ECLI:NL:RBUTR:2004:AQ9866
Rechtbank Utrecht
- Eerste aanleg - enkelvoudig
- Rechtspraak.nl
Rangorde van pandrechten tussen de Coöperatieve Rabobank Neede en Renault Financiering B.V.
In deze zaak heeft de rechtbank Utrecht zich gebogen over de rangorde van pandrechten tussen de Coöperatieve Rabobank Neede en Renault Financiering B.V. De zaak betreft een geschil over de eigendomsoverdracht en de vestiging van pandrechten op roerende zaken van verschillende vennootschappen die in financiële moeilijkheden verkeerden. De Bank vorderde onder andere de vernietiging van eerdere pandakten en verklaringen, en stelde dat haar pandrecht op de roerende zaken voorrang had boven dat van Renault.
De procedure begon met een dagvaarding van de Bank, gevolgd door een conclusie van antwoord van Renault, waarin zij de niet-ontvankelijkheid van de Bank in haar vordering betwistte. De rechtbank heeft verschillende processtukken en verklaringen van partijen in overweging genomen, waaronder eerdere akten van eigendomsoverdracht en pandrechten die in de jaren '90 zijn gevestigd. De rechtbank heeft vastgesteld dat de Bank op basis van een akte van 31 oktober 1988 een fiduciaire eigendomsoverdracht had gerealiseerd, die later van rechtswege is omgezet in een stil pandrecht.
De rechtbank concludeerde dat de Bank een rechtsgeldig pandrecht had op de roerende zaken, voor zover deze niet door Renault waren gefinancierd.
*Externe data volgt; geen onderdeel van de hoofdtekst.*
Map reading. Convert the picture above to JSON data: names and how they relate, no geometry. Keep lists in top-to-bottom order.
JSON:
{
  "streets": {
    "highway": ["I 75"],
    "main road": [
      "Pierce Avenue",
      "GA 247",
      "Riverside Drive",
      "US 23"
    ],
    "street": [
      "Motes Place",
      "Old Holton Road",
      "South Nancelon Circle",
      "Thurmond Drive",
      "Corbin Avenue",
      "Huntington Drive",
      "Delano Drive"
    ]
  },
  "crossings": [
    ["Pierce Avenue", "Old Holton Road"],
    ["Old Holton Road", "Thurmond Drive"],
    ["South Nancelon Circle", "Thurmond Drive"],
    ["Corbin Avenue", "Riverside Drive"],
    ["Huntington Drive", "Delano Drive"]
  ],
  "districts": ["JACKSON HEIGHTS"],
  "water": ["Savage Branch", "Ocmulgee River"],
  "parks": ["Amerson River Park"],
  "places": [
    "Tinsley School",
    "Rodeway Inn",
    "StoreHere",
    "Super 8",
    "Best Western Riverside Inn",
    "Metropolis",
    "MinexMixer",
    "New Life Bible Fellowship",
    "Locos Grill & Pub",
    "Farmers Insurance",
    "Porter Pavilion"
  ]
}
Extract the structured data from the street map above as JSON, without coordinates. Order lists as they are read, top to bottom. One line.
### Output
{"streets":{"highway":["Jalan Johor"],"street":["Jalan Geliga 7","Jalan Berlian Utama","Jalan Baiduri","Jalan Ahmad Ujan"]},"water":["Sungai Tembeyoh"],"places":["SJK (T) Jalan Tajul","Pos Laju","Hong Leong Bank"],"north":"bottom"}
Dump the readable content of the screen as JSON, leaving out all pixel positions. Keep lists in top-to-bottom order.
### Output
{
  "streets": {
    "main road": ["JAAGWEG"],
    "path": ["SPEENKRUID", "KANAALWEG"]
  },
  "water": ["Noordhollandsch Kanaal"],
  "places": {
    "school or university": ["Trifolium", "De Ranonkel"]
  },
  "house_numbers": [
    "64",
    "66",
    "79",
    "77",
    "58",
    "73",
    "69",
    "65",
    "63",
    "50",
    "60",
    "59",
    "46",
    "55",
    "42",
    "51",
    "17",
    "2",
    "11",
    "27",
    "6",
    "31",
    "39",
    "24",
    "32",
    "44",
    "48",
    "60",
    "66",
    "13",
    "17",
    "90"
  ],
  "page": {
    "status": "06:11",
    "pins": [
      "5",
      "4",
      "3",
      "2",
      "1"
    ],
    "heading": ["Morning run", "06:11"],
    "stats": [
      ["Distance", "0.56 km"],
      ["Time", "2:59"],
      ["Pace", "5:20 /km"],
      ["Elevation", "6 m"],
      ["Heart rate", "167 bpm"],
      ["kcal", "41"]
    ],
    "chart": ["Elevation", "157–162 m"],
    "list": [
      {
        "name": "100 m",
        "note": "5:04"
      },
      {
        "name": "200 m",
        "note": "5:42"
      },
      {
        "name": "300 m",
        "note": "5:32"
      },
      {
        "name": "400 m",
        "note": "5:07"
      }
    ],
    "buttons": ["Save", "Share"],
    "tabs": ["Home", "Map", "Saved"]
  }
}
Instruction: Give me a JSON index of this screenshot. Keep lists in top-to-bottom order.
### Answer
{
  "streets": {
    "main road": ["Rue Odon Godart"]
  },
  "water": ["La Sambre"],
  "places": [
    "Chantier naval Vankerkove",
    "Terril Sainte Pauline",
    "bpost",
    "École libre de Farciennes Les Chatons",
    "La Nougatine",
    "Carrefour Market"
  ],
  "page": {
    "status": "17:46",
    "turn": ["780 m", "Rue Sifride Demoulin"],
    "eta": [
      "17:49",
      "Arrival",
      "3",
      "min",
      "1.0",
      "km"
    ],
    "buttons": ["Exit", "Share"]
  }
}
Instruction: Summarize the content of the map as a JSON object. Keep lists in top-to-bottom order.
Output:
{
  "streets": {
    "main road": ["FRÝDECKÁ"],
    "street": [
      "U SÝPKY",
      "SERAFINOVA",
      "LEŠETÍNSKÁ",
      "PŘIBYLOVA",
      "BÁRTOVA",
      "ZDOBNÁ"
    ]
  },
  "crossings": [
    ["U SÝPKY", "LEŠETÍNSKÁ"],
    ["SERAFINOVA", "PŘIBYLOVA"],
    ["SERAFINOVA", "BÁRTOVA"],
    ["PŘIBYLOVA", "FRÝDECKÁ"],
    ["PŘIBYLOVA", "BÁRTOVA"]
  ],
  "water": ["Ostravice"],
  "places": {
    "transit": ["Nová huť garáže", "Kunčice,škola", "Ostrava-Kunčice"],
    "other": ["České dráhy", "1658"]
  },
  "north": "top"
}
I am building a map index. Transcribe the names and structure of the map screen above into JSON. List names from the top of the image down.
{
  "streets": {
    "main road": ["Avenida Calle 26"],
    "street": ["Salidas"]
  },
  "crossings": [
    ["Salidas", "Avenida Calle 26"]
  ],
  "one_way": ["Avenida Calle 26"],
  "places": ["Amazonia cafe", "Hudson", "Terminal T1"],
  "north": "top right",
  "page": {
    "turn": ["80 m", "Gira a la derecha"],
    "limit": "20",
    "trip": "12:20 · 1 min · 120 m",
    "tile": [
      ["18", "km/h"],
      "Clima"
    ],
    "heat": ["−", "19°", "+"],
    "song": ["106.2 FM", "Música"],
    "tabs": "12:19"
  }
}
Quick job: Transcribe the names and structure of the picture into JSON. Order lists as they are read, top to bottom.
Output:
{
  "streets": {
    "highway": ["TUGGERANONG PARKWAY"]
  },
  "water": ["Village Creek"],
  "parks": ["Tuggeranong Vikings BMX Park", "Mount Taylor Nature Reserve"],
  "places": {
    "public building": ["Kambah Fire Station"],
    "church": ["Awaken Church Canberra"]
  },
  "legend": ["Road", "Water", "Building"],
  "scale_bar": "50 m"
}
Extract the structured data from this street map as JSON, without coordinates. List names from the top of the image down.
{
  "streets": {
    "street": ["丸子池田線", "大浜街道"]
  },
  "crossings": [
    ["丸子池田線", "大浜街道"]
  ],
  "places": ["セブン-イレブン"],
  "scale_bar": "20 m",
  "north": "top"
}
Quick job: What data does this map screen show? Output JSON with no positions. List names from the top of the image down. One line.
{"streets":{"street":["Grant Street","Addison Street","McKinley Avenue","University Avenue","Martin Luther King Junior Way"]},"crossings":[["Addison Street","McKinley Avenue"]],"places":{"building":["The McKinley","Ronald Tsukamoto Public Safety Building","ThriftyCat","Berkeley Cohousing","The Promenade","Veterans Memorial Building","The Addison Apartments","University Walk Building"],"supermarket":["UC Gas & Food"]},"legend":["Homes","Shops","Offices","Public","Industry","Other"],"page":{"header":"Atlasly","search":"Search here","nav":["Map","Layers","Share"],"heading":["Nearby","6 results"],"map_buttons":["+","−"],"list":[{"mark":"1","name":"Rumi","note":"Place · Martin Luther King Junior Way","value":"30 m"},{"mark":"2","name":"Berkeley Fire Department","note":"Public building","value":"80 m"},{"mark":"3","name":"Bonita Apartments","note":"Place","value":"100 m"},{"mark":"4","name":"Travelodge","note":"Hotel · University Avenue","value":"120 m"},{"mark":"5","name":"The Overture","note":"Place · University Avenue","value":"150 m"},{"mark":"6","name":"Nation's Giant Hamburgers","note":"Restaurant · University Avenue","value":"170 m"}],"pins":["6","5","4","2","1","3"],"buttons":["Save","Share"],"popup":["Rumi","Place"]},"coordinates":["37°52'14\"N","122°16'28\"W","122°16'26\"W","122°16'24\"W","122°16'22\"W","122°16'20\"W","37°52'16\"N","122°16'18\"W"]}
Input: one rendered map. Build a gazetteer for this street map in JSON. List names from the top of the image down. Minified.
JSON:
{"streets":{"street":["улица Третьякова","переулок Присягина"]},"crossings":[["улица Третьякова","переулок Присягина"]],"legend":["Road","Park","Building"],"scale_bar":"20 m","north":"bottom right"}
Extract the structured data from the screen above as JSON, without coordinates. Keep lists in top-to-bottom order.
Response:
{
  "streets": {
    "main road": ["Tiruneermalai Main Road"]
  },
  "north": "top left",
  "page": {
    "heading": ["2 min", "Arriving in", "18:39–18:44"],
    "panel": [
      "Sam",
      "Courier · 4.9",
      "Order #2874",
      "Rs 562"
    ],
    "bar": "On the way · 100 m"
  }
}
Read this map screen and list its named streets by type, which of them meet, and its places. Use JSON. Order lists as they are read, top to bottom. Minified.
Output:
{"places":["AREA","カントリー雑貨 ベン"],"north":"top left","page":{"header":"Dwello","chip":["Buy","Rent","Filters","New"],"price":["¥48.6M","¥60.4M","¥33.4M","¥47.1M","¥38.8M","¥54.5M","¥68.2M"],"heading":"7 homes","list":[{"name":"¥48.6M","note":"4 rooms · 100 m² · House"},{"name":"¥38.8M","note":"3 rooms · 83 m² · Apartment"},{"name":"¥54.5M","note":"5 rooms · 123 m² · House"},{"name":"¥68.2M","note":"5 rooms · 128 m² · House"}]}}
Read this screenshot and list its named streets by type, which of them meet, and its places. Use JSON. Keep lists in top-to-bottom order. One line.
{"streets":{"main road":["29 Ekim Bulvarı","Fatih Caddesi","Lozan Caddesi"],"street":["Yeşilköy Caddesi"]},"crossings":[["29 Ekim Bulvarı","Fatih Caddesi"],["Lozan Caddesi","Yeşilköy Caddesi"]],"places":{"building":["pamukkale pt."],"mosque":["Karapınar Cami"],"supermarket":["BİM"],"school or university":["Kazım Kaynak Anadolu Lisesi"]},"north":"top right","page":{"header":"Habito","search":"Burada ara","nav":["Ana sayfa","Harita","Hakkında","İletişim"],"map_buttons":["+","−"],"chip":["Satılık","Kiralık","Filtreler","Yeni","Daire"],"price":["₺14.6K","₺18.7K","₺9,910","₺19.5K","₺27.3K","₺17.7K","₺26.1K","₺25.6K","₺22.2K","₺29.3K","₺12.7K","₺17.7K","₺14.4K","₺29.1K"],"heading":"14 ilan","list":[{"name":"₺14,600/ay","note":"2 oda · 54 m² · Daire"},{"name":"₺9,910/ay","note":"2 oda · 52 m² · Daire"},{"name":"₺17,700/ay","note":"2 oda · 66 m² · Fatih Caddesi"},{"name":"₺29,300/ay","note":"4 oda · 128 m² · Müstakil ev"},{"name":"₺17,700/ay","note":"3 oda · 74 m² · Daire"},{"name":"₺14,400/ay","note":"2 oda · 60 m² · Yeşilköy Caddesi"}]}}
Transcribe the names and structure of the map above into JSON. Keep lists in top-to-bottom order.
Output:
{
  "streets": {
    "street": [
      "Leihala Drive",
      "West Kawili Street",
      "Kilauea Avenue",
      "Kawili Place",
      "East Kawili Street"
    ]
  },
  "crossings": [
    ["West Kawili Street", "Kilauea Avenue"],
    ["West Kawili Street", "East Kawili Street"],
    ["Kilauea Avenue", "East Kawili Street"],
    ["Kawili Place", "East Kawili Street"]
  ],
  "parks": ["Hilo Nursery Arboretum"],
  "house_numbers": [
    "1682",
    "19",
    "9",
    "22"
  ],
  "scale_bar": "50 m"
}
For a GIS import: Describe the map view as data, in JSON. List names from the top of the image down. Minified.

De rechtbank heeft ook geoordeeld dat de verklaringen van 1991 en 1996, die door de Bank waren afgegeven, de reikwijdte van haar pandrecht niet wezenlijk beperkten. De vorderingen van de Bank werden toegewezen, en Renault werd veroordeeld in de proceskosten. De rechtbank verklaarde dat het saldo op de kwaliteitsrekening aan de Bank toekwam, en dat haar pandrecht in rangorde voor ging op dat van Renault.